◆ Source material:
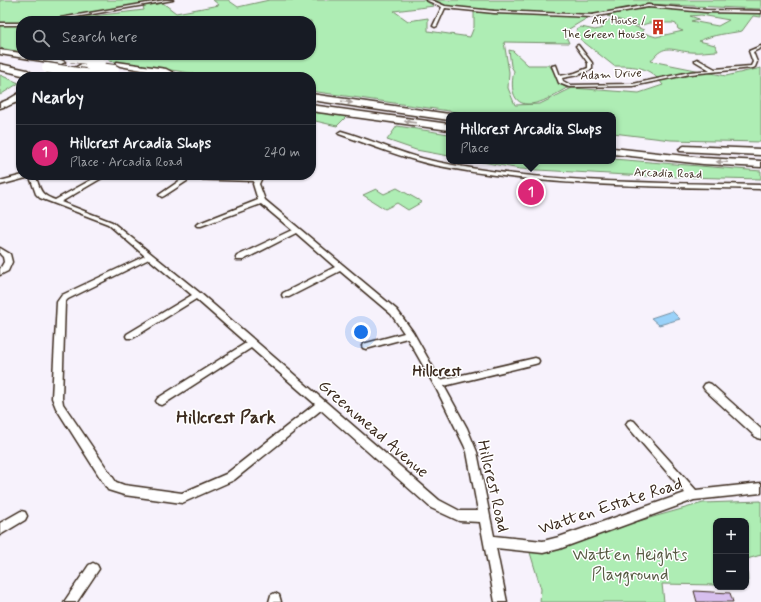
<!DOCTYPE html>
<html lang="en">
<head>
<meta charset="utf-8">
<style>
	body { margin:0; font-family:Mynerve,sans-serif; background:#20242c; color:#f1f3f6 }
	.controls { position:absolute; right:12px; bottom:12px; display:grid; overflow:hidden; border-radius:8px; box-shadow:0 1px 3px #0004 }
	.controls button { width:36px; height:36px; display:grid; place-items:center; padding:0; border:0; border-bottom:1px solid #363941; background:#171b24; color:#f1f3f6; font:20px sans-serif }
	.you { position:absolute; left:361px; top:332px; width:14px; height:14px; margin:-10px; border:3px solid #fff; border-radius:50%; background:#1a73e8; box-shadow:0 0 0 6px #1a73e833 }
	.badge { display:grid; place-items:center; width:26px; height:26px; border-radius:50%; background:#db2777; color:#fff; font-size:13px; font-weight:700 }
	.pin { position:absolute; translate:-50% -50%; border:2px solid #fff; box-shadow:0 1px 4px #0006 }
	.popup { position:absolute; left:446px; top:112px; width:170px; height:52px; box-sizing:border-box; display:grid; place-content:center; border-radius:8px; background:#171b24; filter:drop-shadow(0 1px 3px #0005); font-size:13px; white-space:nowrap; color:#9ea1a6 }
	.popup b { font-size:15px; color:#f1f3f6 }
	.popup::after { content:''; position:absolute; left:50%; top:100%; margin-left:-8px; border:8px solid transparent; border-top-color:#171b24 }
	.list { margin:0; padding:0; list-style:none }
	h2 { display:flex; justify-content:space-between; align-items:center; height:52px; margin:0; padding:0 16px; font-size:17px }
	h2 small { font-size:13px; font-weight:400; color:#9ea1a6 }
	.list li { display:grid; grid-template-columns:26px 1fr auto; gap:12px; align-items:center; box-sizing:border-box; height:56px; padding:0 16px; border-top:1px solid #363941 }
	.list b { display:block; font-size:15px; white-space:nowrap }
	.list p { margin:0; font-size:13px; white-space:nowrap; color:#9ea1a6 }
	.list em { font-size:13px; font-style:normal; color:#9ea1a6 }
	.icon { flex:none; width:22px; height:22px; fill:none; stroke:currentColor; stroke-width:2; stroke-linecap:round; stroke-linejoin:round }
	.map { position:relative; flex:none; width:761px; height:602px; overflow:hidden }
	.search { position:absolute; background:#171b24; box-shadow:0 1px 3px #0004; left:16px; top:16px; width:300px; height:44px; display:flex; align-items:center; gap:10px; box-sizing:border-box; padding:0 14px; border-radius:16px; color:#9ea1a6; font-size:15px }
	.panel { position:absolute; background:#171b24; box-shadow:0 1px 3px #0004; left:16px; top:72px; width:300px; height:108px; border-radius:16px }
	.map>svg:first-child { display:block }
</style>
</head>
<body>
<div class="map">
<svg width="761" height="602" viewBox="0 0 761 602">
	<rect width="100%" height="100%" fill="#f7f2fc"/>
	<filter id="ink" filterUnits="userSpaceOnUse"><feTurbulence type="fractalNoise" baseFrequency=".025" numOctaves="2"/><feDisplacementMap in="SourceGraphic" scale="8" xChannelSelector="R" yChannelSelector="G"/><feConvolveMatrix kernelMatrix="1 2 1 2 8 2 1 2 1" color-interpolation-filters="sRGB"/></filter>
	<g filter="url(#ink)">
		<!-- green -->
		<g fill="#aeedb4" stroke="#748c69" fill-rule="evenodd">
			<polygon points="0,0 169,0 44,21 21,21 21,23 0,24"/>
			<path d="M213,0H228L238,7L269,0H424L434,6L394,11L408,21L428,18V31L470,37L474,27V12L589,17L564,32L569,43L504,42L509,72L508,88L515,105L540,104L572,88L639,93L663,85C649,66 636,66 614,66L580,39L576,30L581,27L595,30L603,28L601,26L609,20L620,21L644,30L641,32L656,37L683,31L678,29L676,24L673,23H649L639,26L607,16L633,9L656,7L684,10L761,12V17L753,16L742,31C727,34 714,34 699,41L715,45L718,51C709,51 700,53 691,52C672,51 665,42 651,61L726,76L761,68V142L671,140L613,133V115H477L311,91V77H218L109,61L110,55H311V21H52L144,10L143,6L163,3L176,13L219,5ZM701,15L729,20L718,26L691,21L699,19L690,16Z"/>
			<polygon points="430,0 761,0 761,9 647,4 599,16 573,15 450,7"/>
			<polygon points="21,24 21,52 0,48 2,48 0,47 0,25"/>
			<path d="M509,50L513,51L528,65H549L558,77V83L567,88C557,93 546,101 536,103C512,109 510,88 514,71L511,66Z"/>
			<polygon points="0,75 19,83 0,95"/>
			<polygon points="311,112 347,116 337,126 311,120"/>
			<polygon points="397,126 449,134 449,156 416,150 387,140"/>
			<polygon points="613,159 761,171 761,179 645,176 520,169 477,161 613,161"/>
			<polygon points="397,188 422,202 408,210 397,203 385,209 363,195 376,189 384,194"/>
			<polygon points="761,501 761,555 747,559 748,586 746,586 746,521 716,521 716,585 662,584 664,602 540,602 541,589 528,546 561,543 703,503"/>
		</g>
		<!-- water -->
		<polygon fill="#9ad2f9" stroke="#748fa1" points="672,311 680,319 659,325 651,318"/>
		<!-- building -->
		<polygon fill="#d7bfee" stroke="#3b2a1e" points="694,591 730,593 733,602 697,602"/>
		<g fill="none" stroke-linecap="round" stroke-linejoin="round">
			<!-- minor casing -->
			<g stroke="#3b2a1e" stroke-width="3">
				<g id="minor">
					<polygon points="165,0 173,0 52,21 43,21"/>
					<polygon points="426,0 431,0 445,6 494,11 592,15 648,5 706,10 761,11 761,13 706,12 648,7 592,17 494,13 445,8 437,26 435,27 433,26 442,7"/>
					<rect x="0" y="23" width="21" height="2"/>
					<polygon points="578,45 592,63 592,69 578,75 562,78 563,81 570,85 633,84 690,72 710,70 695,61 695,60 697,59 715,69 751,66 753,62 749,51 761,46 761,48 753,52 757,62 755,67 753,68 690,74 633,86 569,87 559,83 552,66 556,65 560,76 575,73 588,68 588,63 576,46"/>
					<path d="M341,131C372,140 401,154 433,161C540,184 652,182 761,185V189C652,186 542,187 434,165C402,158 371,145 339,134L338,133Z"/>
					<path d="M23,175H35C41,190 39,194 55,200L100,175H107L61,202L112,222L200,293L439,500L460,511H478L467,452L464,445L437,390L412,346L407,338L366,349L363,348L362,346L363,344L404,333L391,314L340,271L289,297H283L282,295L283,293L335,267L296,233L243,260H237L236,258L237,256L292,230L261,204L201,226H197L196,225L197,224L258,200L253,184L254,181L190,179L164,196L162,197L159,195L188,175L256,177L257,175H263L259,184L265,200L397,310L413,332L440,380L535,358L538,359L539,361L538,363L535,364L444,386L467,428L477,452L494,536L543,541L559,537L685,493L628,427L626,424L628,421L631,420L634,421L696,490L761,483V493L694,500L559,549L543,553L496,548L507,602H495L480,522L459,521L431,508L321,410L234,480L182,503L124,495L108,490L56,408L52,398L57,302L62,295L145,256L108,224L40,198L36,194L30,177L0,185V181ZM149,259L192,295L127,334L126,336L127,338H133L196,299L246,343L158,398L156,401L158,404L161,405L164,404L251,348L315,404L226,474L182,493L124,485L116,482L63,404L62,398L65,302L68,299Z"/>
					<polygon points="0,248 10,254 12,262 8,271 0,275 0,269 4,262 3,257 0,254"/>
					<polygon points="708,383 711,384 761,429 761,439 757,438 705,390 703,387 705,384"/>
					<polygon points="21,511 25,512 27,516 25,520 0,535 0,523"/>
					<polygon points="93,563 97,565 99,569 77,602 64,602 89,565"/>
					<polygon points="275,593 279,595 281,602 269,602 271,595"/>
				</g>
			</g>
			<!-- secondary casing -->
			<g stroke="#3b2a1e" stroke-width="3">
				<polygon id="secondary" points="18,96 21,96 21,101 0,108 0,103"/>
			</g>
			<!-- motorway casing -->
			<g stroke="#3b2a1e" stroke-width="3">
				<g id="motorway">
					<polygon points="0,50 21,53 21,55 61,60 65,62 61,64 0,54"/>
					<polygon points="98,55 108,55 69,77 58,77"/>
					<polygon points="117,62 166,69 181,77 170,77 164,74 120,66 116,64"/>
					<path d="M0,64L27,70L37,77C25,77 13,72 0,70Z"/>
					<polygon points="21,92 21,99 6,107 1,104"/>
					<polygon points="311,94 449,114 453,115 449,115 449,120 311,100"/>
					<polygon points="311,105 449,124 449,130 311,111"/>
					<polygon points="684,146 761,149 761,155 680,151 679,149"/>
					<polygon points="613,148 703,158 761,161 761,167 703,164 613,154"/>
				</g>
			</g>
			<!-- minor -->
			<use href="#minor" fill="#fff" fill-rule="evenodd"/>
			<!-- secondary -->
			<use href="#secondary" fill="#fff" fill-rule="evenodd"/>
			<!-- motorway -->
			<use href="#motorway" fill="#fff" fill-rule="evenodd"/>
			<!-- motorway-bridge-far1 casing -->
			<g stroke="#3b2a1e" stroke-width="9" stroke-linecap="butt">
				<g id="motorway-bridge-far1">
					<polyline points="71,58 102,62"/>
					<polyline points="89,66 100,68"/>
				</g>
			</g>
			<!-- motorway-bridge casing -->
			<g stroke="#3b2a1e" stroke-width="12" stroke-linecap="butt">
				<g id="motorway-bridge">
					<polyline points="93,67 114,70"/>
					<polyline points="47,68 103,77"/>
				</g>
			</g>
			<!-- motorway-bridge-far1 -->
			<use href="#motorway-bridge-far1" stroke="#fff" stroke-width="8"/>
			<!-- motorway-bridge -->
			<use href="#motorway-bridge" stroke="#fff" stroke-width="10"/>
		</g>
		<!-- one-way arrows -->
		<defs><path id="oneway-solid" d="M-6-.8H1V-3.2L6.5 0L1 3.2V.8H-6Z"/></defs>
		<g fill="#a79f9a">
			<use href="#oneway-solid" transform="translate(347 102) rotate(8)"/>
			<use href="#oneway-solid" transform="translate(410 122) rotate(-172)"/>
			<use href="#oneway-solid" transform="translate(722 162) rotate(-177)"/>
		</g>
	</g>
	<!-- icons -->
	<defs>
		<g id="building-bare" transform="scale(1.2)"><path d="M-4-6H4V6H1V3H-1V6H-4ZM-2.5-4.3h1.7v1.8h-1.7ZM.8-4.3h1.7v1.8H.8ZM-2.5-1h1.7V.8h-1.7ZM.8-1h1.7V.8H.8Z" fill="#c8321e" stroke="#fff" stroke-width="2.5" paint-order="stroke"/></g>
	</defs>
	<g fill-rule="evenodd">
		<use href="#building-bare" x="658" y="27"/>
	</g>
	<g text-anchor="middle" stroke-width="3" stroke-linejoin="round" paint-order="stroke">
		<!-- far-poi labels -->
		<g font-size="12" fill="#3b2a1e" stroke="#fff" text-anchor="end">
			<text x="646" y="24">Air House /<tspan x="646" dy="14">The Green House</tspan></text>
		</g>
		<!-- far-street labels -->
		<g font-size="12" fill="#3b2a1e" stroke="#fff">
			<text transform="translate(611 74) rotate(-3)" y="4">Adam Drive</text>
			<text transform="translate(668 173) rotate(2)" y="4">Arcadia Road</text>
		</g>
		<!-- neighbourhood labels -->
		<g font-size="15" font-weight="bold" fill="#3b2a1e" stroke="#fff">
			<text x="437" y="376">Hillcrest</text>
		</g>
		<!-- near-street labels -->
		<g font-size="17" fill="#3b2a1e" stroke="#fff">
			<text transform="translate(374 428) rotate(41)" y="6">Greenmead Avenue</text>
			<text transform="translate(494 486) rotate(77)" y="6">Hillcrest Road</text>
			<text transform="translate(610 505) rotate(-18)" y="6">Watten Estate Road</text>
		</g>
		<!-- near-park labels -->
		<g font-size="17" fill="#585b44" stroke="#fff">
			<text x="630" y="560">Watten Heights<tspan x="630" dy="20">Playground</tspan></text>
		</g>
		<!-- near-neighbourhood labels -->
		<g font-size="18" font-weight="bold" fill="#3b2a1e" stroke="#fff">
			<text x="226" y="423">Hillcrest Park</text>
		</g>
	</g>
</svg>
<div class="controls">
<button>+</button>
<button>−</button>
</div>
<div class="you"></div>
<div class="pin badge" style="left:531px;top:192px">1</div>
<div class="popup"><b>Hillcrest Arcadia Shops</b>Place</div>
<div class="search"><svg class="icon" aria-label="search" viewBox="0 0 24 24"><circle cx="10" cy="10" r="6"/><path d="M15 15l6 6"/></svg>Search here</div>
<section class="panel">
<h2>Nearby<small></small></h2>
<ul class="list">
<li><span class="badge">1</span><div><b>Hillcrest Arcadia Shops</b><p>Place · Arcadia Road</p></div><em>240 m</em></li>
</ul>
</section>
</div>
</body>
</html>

◆ Task statement:
Across the data, how many lines have the word "bottom" in them? Respond with the number alone.

◆ Response:
2